Changing Expectations: The Evolution of My Hiking Goals
Rebecca Sperry
It all started with a solo hike up a tiny mountain in the Lakes Region of New Hampshire in 2015. It was a warm day in May. I wanted to go hiking and my husband didn’t. That first solo hike sparked a fire in my soul and I was hooked. A self-proclaimed non-athlete, I never expected that over the next six years I would become a professional hiker. And while my hiking goals have changed over the years, the main reason I hit the trails hasn’t.
In New Hampshire we have an obsession with hiking lists. There is the New Hampshire 48 4000’er list (arguably the most popular), the 52 With a View, The GRID, Tracing, you name it, if there is a way to create some sort of hiking goal, we’ve got it. When someone finds themselves setting foot on the trails in The White Mountains on a regular basis, they can’t help but be made aware of said lists. That is exactly what happened to me after that fateful day in 2015. At some point on a hike I was asked if I was working on “The 48” (the nickname for hiking all of the 48 4000’ers).

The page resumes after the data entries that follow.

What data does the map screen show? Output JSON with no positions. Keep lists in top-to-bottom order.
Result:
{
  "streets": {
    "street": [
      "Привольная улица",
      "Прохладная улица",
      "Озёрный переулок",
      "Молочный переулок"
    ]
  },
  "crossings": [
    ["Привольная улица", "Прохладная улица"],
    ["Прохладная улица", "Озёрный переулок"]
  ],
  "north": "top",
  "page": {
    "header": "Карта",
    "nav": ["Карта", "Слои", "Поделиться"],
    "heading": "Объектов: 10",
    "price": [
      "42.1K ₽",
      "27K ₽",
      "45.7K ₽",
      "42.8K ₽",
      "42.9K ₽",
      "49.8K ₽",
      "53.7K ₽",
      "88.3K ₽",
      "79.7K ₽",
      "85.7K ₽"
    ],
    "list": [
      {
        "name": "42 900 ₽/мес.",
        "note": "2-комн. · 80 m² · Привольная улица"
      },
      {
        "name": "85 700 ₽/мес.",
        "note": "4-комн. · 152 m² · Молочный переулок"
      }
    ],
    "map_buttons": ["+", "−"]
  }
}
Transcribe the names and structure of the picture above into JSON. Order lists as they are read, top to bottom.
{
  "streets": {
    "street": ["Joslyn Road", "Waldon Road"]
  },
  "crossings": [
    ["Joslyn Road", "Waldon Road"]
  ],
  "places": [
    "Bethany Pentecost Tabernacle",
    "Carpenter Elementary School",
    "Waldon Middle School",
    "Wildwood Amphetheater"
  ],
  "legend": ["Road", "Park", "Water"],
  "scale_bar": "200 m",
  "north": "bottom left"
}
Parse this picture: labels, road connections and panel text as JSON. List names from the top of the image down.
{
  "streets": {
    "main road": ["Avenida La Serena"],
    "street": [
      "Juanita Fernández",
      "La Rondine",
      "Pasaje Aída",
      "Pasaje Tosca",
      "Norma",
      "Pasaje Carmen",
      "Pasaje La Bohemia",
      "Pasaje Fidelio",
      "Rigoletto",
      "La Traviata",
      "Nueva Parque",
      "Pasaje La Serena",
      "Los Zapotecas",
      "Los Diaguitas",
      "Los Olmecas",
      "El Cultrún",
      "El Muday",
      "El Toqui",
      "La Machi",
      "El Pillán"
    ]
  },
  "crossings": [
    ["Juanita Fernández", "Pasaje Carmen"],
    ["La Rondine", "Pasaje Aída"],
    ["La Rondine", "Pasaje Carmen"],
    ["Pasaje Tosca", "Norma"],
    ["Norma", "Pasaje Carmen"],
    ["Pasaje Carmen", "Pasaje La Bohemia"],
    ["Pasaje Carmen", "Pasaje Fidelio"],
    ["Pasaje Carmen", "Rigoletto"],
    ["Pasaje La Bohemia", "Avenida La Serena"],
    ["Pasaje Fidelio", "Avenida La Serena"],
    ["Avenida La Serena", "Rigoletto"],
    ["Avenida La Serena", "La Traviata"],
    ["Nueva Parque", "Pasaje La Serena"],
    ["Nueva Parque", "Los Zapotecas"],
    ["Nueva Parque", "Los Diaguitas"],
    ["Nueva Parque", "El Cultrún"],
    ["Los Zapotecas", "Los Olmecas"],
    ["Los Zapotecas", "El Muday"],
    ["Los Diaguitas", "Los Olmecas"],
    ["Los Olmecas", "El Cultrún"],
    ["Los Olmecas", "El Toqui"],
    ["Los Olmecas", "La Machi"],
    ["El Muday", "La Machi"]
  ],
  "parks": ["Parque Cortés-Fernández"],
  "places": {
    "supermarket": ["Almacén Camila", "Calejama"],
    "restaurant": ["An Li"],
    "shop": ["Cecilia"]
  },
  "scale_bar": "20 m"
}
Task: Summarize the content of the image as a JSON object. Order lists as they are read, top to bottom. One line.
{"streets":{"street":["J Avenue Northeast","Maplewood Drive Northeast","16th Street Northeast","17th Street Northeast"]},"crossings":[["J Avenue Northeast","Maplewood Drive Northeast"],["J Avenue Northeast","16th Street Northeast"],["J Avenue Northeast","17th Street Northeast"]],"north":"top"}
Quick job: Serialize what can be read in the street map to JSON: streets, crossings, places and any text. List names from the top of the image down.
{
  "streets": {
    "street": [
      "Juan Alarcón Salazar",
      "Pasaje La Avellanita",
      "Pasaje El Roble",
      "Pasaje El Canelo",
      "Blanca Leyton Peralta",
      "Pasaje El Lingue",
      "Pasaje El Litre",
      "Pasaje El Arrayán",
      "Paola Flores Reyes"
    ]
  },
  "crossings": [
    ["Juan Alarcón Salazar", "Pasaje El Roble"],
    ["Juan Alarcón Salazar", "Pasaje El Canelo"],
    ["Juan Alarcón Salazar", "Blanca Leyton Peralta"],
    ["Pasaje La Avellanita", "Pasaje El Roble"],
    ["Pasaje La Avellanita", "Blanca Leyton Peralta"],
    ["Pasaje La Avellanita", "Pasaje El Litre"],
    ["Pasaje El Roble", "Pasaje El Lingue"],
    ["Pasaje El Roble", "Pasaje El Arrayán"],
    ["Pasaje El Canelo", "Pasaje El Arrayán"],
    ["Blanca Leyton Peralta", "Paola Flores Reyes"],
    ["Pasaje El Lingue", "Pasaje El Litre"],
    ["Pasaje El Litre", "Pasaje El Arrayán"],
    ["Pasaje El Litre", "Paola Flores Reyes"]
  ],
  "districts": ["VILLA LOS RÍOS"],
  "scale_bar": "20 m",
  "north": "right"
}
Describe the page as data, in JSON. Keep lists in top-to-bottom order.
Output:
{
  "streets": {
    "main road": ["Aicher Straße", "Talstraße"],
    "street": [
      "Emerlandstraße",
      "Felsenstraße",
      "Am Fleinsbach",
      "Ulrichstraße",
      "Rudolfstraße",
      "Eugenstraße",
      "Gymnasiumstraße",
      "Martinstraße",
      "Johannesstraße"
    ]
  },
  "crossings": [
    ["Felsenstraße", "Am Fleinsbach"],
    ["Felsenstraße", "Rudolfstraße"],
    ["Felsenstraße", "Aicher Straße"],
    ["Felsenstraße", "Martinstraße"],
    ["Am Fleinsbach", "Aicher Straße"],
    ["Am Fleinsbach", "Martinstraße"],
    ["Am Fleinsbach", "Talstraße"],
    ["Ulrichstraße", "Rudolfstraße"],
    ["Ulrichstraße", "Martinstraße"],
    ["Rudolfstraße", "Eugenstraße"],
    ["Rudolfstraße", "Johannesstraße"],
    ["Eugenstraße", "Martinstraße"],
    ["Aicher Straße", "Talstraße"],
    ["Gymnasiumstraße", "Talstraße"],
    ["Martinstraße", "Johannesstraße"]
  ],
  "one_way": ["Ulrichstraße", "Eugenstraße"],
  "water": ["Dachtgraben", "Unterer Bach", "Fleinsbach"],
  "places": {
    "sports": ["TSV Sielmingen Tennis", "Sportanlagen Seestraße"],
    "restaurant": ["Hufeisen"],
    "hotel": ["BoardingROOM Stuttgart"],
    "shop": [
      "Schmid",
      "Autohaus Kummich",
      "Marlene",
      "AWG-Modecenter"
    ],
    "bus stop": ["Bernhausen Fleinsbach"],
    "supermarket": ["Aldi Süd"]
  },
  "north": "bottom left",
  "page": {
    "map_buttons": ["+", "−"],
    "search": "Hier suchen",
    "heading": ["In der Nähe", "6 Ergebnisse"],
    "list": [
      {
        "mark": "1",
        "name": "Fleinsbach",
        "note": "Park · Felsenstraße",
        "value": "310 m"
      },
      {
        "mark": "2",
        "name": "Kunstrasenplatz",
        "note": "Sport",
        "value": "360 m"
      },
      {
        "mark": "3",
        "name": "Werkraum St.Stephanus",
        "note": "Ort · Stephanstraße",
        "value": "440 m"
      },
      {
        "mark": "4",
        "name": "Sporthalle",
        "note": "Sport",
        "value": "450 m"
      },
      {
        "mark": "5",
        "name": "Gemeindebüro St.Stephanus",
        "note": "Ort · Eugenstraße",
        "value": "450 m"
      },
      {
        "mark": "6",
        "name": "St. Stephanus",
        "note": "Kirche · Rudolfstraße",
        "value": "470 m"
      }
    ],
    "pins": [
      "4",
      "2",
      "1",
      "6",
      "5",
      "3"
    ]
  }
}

While I’m not a very athletic person, I am an incredibly goal and list driven one. Once I found out about this list, I was determined to hike all of the peaks on it. From 2015 until 2018, hiking all of the 48 4000’ers was my goal. I would spend weekends and summer breaks working on hiking all of these peaks and in early 2018, I finished on top of Mount Lafayette on a windy, socked in, winter day.
Throughout the two and a half years that I worked on The 48, I was already setting my sights on a new goal, though. As much as I loved New Hampshire, I didn’t feel like a part of that hiking community. While day hiking was great, I had found a new goal, one that would take me out of my home state, onto a longer adventure.
In 2016, shortly after discovering peak bagging and the lists of New Hampshire’s hiking community, I stumbled upon the then named website Appalachian Trials and was blown away. There were people who would backpack for months, walking the spine of the Appalachian Mountains! Thru-hikers, they were called, and I became enamored by this population. While I worked on The 48, my heart was being pulled towards thru-hiking and after finishing The 48 in January 2018, I was ready to set out on a longer adventure, thru-hiking the Long Trail in Vermont.
This plan didn’t come to fruition until 2019. By then I had hiked the remaining nineteen peaks in Vermont and Maine, completed the New England 67 list, backpacked the Monadnock-Sunapee Greenway, and was working on the New England 100 Highest list. My thru-hike attempt only lasted a few days, turning out to be much different than I had imagined it to be, but regardless of calling an end to my thru-hike, I found solace and joy solo backpacking northern Vermont. Regardless of what the reason was for me being outside, deep down all I wanted was to spend time in the wilderness. The lists and the goals were a means to an end, and the end was to be outside among the trees.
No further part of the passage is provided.